Kunal Kapoor: 'Veeram' is my most emotionally challenging role so far
Fresh off 'Dear Zindagi', Kunal Kapoor talks of playing the anti-hero for Malayalam filmmaker Jayaraj's 'Veeram', which is based on Shakespeare's 'Macbeth'
Kunal Kapoor learnt Kalaripayattu for his role in Malayalam film Veeram
His appearance in Gauri Shinde's Dear Zindagi as an ad film producer Raghuvender has managed to resonate with the audience. And now, Kunal Kapoor, the man with the easy dimpled smile has moved on to his next film — Tigmanshu Dhulia's Raagdesh, a film based on Indian National Army trials slated to release next-year."
The other project that he is busy with is the role of the anti-hero, for Malayalam filmmaker Jayaraj Rajasekharan Nair's (often referred to as just Jayaraj) Veeram, which was screened at the recently concluded International Film Festival of India (IFFI) in Goa and opened to rave reviews. The film, which is a historical drama, is an adaptation of William Shakespeare's Macbeth.
Shot with a reported budget of more than Rs 50 crore, the film has been made simultaneously in Malayalam, Hindi and English. In a chat with mid-day, Kunal talks of his selective appearance on screen, shooting for Veeram and how marriage to Naina Bachchan (Amitabh Bachchan's niece) has changed him.
Dear Zindagi is your third release in four years. Are you being selective about your roles?
I don't think I have ever been choosy about my work. Any actor would love to do as much work as possible. It's just that I didn't get enough scripts that were exciting. I don't want to take up work for the sake of being visible. Also, some times the industry typecasts you. So, I was offered roles similar to what I portrayed in my earlier films like Laaga Chunari Mein Daag, Aaja Nachle and Bachna Ae Haseeno. Now, I am doing some good work with my next release, Veeram. I am also in talks with a few other filmmakers. So, hopefully, you will see more of me in 2017.
How did Veeram happen?
Jayaraj sir approached me with the film and it was a dream come true to get a chance to work with somebody like him. I heard the script and immediately and gave my nod because the director saw me in a completely different way. It is a role which has so much transformation, layers, shades and complexities. The big question was how to bring a new perspective and at the same time retain the soul of the characters, but Jayaraj sir has done a fabulous job. This is the first time I am playing an anti-hero in a period film, and shooting in three languages so, there are many firsts for me with this film.
The film is based on William Shakespeare's Macbeth. Would you say that you have pushed your limits with your roles in Veeram?
Macbeth is always a challenging affair. My character starts as a celebrated warrior and ends up a ruthless tyrant. There are many different shades that I had to bring to this character. Also, with the film often being shot in three languages simultaneously, we'd finish the scene in Hindi, then repeat it in English followed by a take in Malayalam. Yet, we finished the entire film in 45 days. We shot almost 18 hours a day.

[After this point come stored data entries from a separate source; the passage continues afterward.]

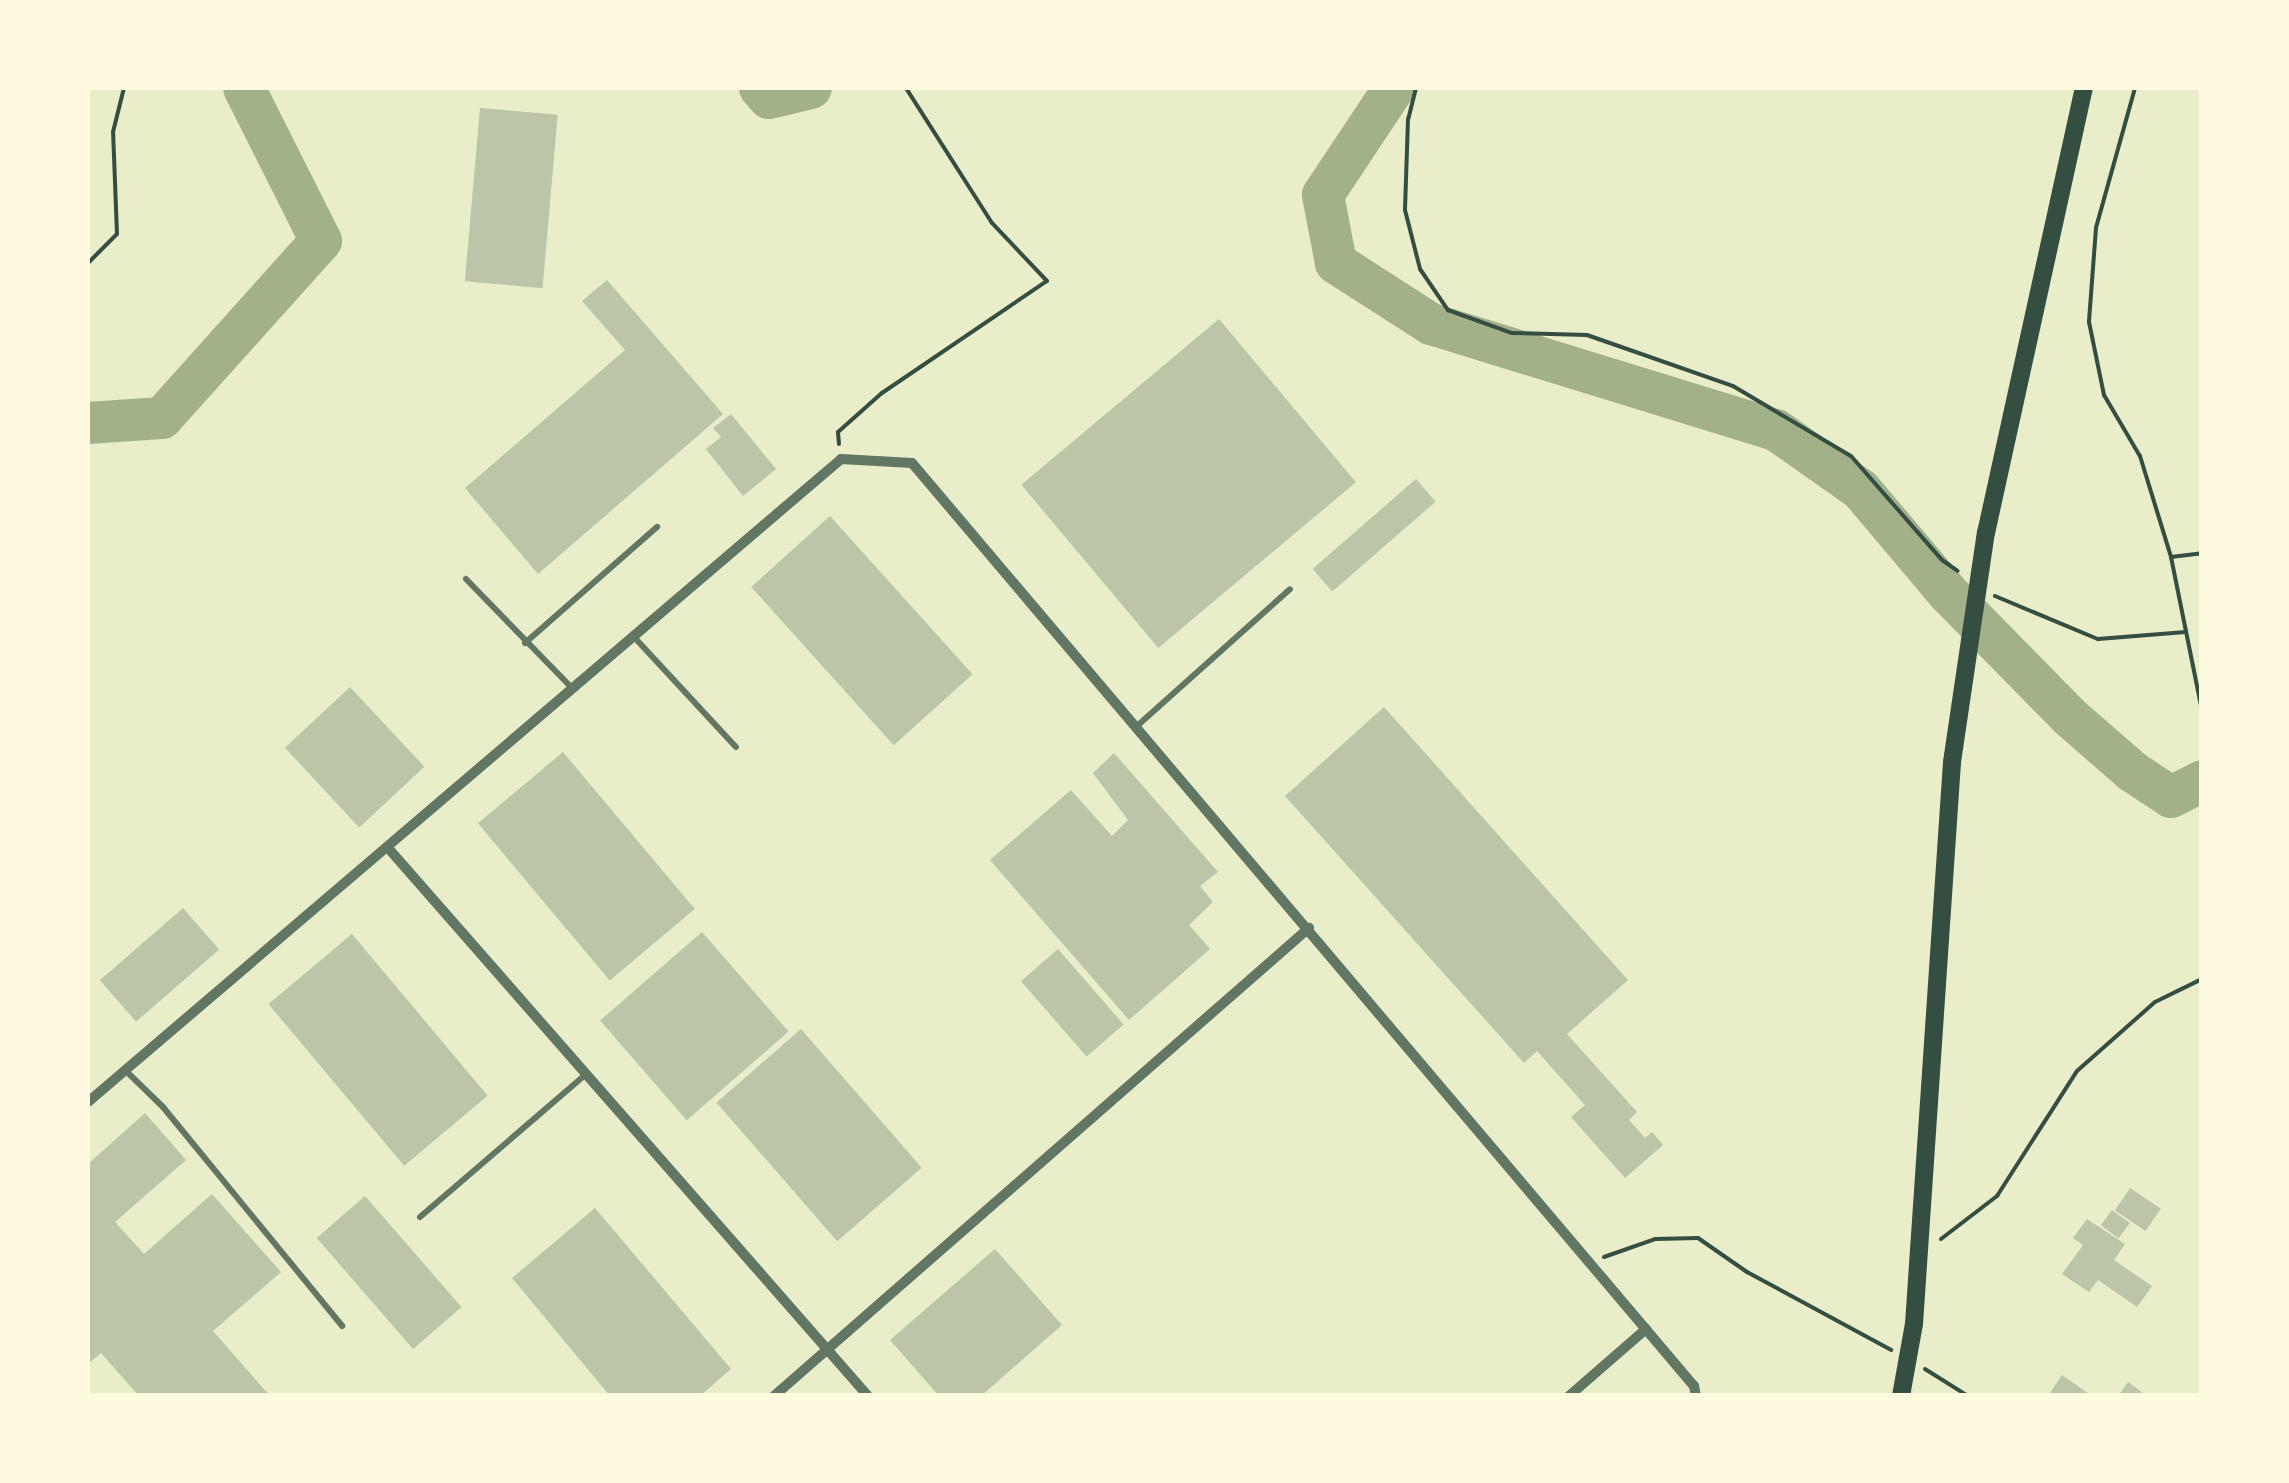 <!DOCTYPE html>
<style>
body{margin:0}
#map{position:relative;width:2289px;height:1483px;overflow:hidden;background:#e9edc9;font-family:"Exo 2",sans-serif}
div>[style]{position:absolute}
[style*='--x']{left:calc(var(--x)*1px);top:calc(var(--y)*1px);width:calc(var(--w)*1px);rotate:calc(var(--a)*1deg)}
.river>*{height:42px;margin:-21px;padding:0 21px;transform-origin:21px;border-radius:21px;background:#a3b18a}
.building>*{inset:0;background:#bcc5a7;transform-origin:0 0}
.path>*{height:4px;margin:-2px;padding:0 2px;transform-origin:2px;border-radius:2px;background:#344e41}
.service>*{height:6px;margin:-3px;padding:0 3px;transform-origin:3px;border-radius:3px;background:#617663}
.minor>*{height:10px;margin:-5px;padding:0 5px;transform-origin:5px;border-radius:5px;background:#617663}
.secondary>*{height:18px;margin:-9px;padding:0 9px;transform-origin:9px;border-radius:9px;background:#344e41}
span{translate:-50% -50%;white-space:nowrap;text-align:center;line-height:1.15;-webkit-text-stroke:9px #fefae0;paint-order:stroke}
.frame{position:absolute;inset:0;border:90px solid #fefae0;pointer-events:none}
</style>
<div id="map">
<div class="river">
<i style="--x:760;--y:88;--w:13;--a:48"></i>
<i style="--x:769;--y:98;--w:43;--a:-13.4"></i>
<i style="--x:1394;--y:88;--w:128;--a:123.6"></i>
<i style="--x:1323;--y:195;--w:69;--a:79.2"></i>
<i style="--x:1336;--y:263;--w:113;--a:32.7"></i>
<i style="--x:1431;--y:324;--w:361;--a:17.1"></i>
<i style="--x:1776;--y:430;--w:104;--a:35.2"></i>
<i style="--x:1861;--y:490;--w:135;--a:49.8"></i>
<i style="--x:1948;--y:593;--w:175;--a:45.5"></i>
<i style="--x:2071;--y:718;--w:82;--a:41.1"></i>
<i style="--x:2133;--y:772;--w:45;--a:33.3"></i>
<i style="--x:2171;--y:797;--w:35;--a:-27"></i>
<i style="--x:88;--y:423;--w:74;--a:-3.9"></i>
<i style="--x:162;--y:418;--w:238;--a:-48.1"></i>
<i style="--x:321;--y:241;--w:171;--a:-116.7"></i>
</div>
<div class="building">
<i style="left:480px;top:108px;width:78px;height:174px;rotate:5deg"></i>
<i style="clip-path:polygon(607px 280px,723px 414px,538px 574px,465px 488px,625px 350px,582px 301px)"></i>
<i style="left:1219px;top:319px;width:213px;height:258px;rotate:50deg"></i>
<i style="clip-path:polygon(731px 414px,776px 469px,743px 496px,706px 449px,721px 437px,713px 428px)"></i>
<i style="left:1416px;top:479px;width:30px;height:137px;rotate:49deg"></i>
<i style="left:830px;top:516px;width:213px;height:106px;rotate:48deg"></i>
<i style="left:350px;top:687px;width:109px;height:89px;rotate:47deg"></i>
<i style="clip-path:polygon(1384px 707px,1628px 980px,1567px 1034px,1637px 1112px,1629px 1120px,1645px 1138px,1652px 1132px,1663px 1145px,1625px 1178px,1571px 1117px,1585px 1105px,1537px 1051px,1524px 1063px,1285px 796px)"></i>
<i style="left:563px;top:752px;width:205px;height:111px;rotate:50deg"></i>
<i style="clip-path:polygon(1114px 753px,1218px 872px,1200px 886px,1213px 902px,1189px 925px,1210px 949px,1129px 1020px,990px 860px,1071px 790px,1112px 836px,1128px 820px,1093px 773px)"></i>
<i style="left:183px;top:908px;width:55px;height:110px;rotate:49deg"></i>
<i style="left:702px;top:932px;width:132px;height:135px;rotate:49deg"></i>
<i style="left:352px;top:934px;width:211px;height:109px;rotate:50deg"></i>
<i style="left:1058px;top:949px;width:100px;height:49px;rotate:49deg"></i>
<i style="left:801px;top:1029px;width:184px;height:112px;rotate:49deg"></i>
<i style="clip-path:polygon(145px 1113px,186px 1160px,115px 1222px,144px 1254px,212px 1194px,281px 1272px,213px 1331px,270px 1396px,139px 1396px,101px 1353px,88px 1364px,88px 1164px)"></i>
<i style="left:2130px;top:1188px;width:37px;height:27px;rotate:34deg"></i>
<i style="left:365px;top:1196px;width:147px;height:64px;rotate:49deg"></i>
<i style="clip-path:polygon(595px 1208px,731px 1369px,700px 1396px,610px 1396px,512px 1278px)"></i>
<i style="left:2112px;top:1210px;width:22px;height:19px;rotate:36deg"></i>
<i style="clip-path:polygon(2087px 1219px,2125px 1244px,2114px 1260px,2152px 1286px,2137px 1307px,2098px 1280px,2089px 1292px,2062px 1274px,2083px 1245px,2073px 1238px)"></i>
<i style="clip-path:polygon(995px 1249px,1062px 1325px,981px 1396px,939px 1396px,890px 1340px)"></i>
<i style="clip-path:polygon(2062px 1375px,2092px 1396px,2048px 1396px)"></i>
<i style="clip-path:polygon(2128px 1382px,2147px 1396px,2118px 1396px)"></i>
</div>
<div class="path">
<i style="--x:1416;--y:88;--w:32;--a:104"></i>
<i style="--x:1408;--y:119;--w:91;--a:91.9"></i>
<i style="--x:1405;--y:210;--w:61;--a:75.7"></i>
<i style="--x:1420;--y:269;--w:50;--a:55.7"></i>
<i style="--x:1448;--y:310;--w:68;--a:19.8"></i>
<i style="--x:1512;--y:333;--w:75;--a:1.5"></i>
<i style="--x:1587;--y:335;--w:155;--a:19.3"></i>
<i style="--x:1733;--y:386;--w:137;--a:30.7"></i>
<i style="--x:1851;--y:456;--w:138;--a:48.8"></i>
<i style="--x:1942;--y:560;--w:19;--a:35"></i>
<i style="--x:2135;--y:88;--w:145;--a:105.6"></i>
<i style="--x:2096;--y:228;--w:94;--a:94.3"></i>
<i style="--x:2089;--y:322;--w:75;--a:78.4"></i>
<i style="--x:2104;--y:395;--w:71;--a:59.5"></i>
<i style="--x:2140;--y:456;--w:106;--a:72.9"></i>
<i style="--x:2171;--y:557;--w:157;--a:78.6"></i>
<i style="--x:88;--y:263;--w:41;--a:-45"></i>
<i style="--x:117;--y:234;--w:102;--a:-92.2"></i>
<i style="--x:113;--y:132;--w:45;--a:-76"></i>
<i style="--x:839;--y:444;--w:12;--a:-95"></i>
<i style="--x:838;--y:432;--w:59;--a:-41.6"></i>
<i style="--x:882;--y:393;--w:199;--a:-34.2"></i>
<i style="--x:1047;--y:281;--w:80;--a:-133.5"></i>
<i style="--x:992;--y:223;--w:160;--a:-122.5"></i>
<i style="--x:2171;--y:557;--w:31;--a:-7"></i>
<i style="--x:1995;--y:596;--w:112;--a:22.7"></i>
<i style="--x:2098;--y:639;--w:88;--a:-4.5"></i>
<i style="--x:1941;--y:1239;--w:71;--a:-37.5"></i>
<i style="--x:1997;--y:1196;--w:148;--a:-57.4"></i>
<i style="--x:2077;--y:1071;--w:104;--a:-41.5"></i>
<i style="--x:2155;--y:1002;--w:52;--a:-26.1"></i>
<i style="--x:1604;--y:1257;--w:54;--a:-19.4"></i>
<i style="--x:1655;--y:1239;--w:43;--a:-1.3"></i>
<i style="--x:1698;--y:1238;--w:60;--a:34.8"></i>
<i style="--x:1747;--y:1272;--w:164;--a:28.4"></i>
<i style="--x:1925;--y:1369;--w:51;--a:32.1"></i>
</div>
<div class="service">
<i style="--x:466;--y:579;--w:152;--a:45.8"></i>
<i style="--x:634;--y:637;--w:150;--a:47.2"></i>
<i style="--x:525;--y:643;--w:176;--a:-41.3"></i>
<i style="--x:1137;--y:726;--w:205;--a:-41.8"></i>
<i style="--x:126;--y:1071;--w:52;--a:44.2"></i>
<i style="--x:163;--y:1107;--w:283;--a:50.7"></i>
<i style="--x:420;--y:1217;--w:218;--a:-40.7"></i>
</div>
<div class="minor">
<i style="--x:389;--y:849;--w:727;--a:48.79"></i>
<i style="--x:88;--y:1102;--w:990;--a:-40.49"></i>
<i style="--x:841;--y:459;--w:71;--a:3.2"></i>
<i style="--x:912;--y:463;--w:1210;--a:49.73"></i>
<i style="--x:1694;--y:1386;--w:10;--a:79"></i>
<i style="--x:774;--y:1396;--w:711;--a:-41.18"></i>
<i style="--x:1569;--y:1396;--w:102;--a:-41"></i>
</div>
<div class="secondary">
<i style="--x:1901;--y:1396;--w:73;--a:-79.8"></i>
<i style="--x:1914;--y:1324;--w:563;--a:-86.13"></i>
<i style="--x:1952;--y:762;--w:232;--a:-81.6"></i>
<i style="--x:1986;--y:533;--w:456;--a:-77.6"></i>
</div>
<div class="frame"></div>
</div>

You went through a lot of physical transformation as well.
Yes, there was a lot of discussion of how my character would have to look on screen. Jayaraj Sir wanted me to gain muscle in order that I looked physically intimidating, so I had to bulk up. I hit the gym and put on almost 12 kg. I also learnt Kalaripayattu and got weapons training with urumi (a sword with a flexible whip-like blade) which helped me in the film as my character uses a lot of weapons. I had to make it look as natural as possible. Veeram is probably the most physically and emotionally challenging film I have done so far.
There have been comparisons to Bahubali.
It's unfair to make comparisons as the two are different. The scale, story and characters are poles apart. It's typical of what a lot of people do to compare something that is successful to something that comes after it. It's easy to put certain films in a box and find similarities, but this should not happen.
It's now been almost two years since your wedding. How has life changed?
Naina and I knew each other for six years before we got married in February 2015. So, she has always been comfortable with my profession. We constantly try and take time out for each other and spend as much time together as possible. Whenever our work permits, we take off for a holidays. So, it's been a great journey.
Does she complain if you are unable to give her time due to work commitments?
Not at all. She is happy that I have been doing some interesting work. She knows how much acting means to me and, therefore has been supportive of all the decisions that I have taken. Marriage has brought a lot of stability in my life.